2. Investigate promptly
The next step is to inform the person who reported the statement that you will investigate the situation. From there:
- Review the details of the comment,
- Confirm it is actually your employee,
- Consider the severity of their message, and
- Evaluate whether or not it could be considered a violation of your harassment or discrimination policy.
If the statement does go against your company’s policies, meet with the employee to explain your concerns and the consequences of their post.
Generally, we recommend taking action in proportion to the severity of the statement. Would you have terminated the employee for the statement had they said it in the workplace? If so, you may want to consider termination. If less severe, a formal warning or requiring the employee to attend anti-discrimination training may be a more suitable response.
3. Keep in mind applicable laws
Section 7 of the NLRA protects employees when discussing the terms and conditions of employment. This includes, for example, wages, hours, and treatment from management. If the statement you’re investigating was not related to work, then it is not protected by Section 7.
Additionally, some states have employment protections for lawful off-duty conduct or political affiliations. These don’t prevent you from disciplining an employee for racist speech. However, they do make it important that you be able to show and explain how their off-duty post violated your policies.
Discipline and termination always come with some risk. But you can reduce that risk by having documentation that shows the legitimate business reason for the discipline or termination.

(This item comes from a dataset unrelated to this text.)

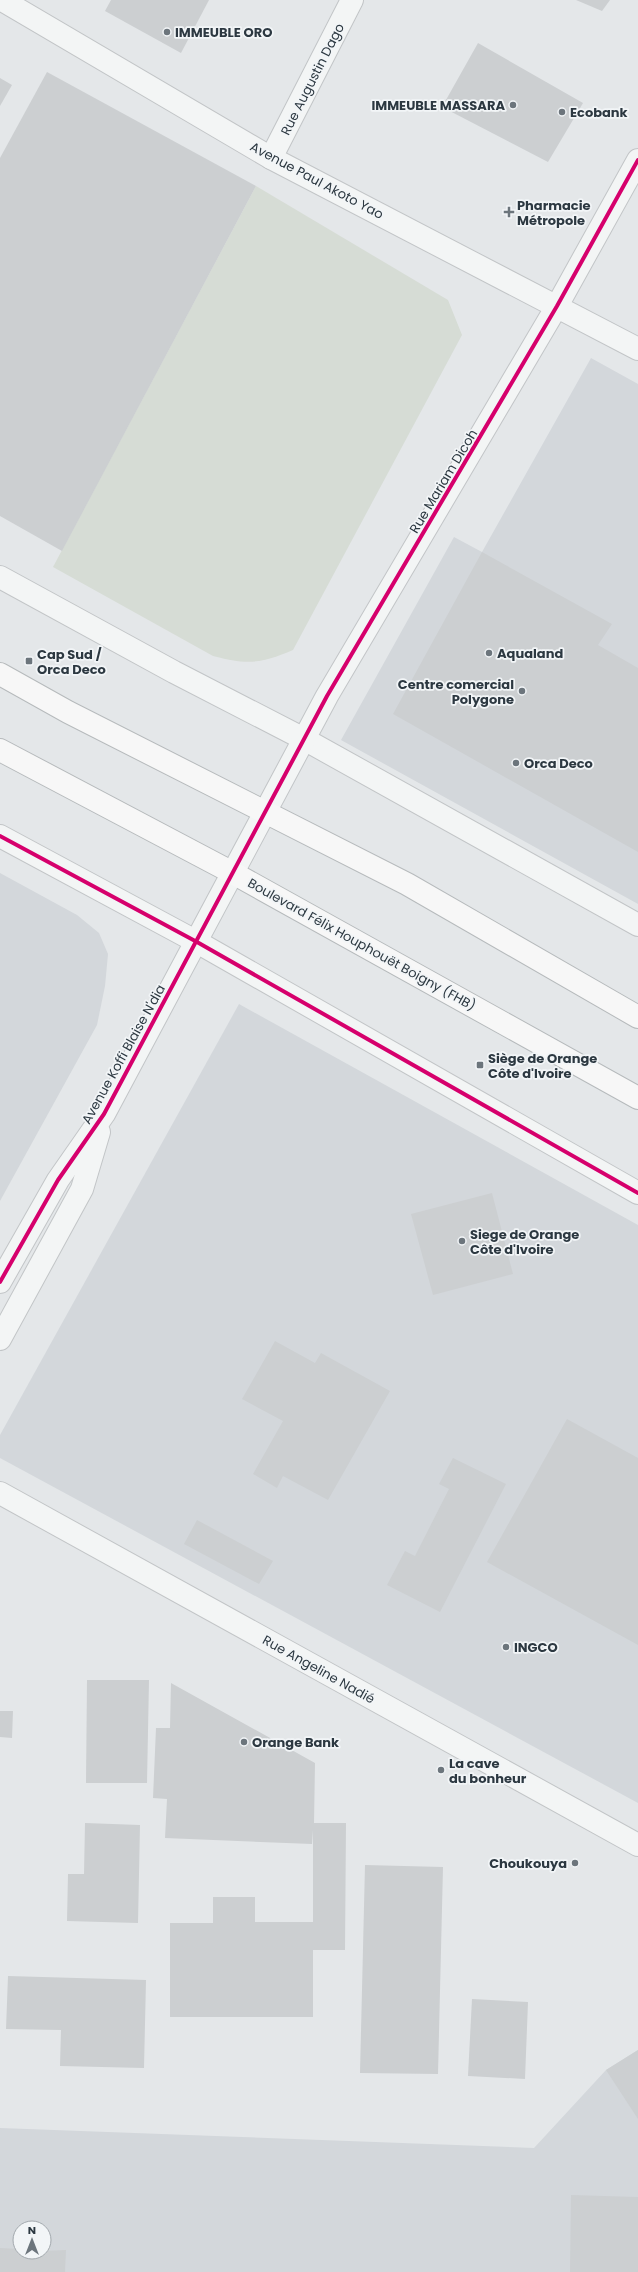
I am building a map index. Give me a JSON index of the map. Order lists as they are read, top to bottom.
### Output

Top Tip: The First Amendment to the US Constitution does not protect employee speech in private-sector workplaces. Meaning, unless you’re a public agency, the First Amendment is not relevant at work. Learn more about important laws that may impact your business here.
4. Circle back
Assuming you do take disciplinary action for the comment, we recommend letting the person that contacted you know. Circling back to let them know that you have dealt with the situation may help further de-escalate the situation.
Don’t worry, you can keep this broad! No need to share all the details.
5. Company-wide communication
After responding to this specific employee and their statement, now would also be a good time to consider addressing your entire team. Your communication should cover expectations for professional use of social media and reiterating the company’s stance on listing you as their employer on a social media page.
We typically recommend against regulating employees’ personal social media presence. However, you are certainly within your rights to outline guidelines and how you’ll handle situations as they arise.
Below is a sample internal communication you may want to consider, and you can find our complete policy on this topic by searching “Social Media” in the HR Support Center. Feel free to edit this policy to suit your needs and company culture.
Sample Internal Communication
[Company name] values our employees and their rights to privacy outside of work. With that said, it has come to our attention that some employees are making racially insensitive and offensive comments in public places on social media while having the company name publicly displayed on their profile.
Please note that [Company name] strives to maintain a diverse and professional work environment. Our goal is for all employees, regardless of race or other protected characteristics, to feel included and free from harassment and discrimination.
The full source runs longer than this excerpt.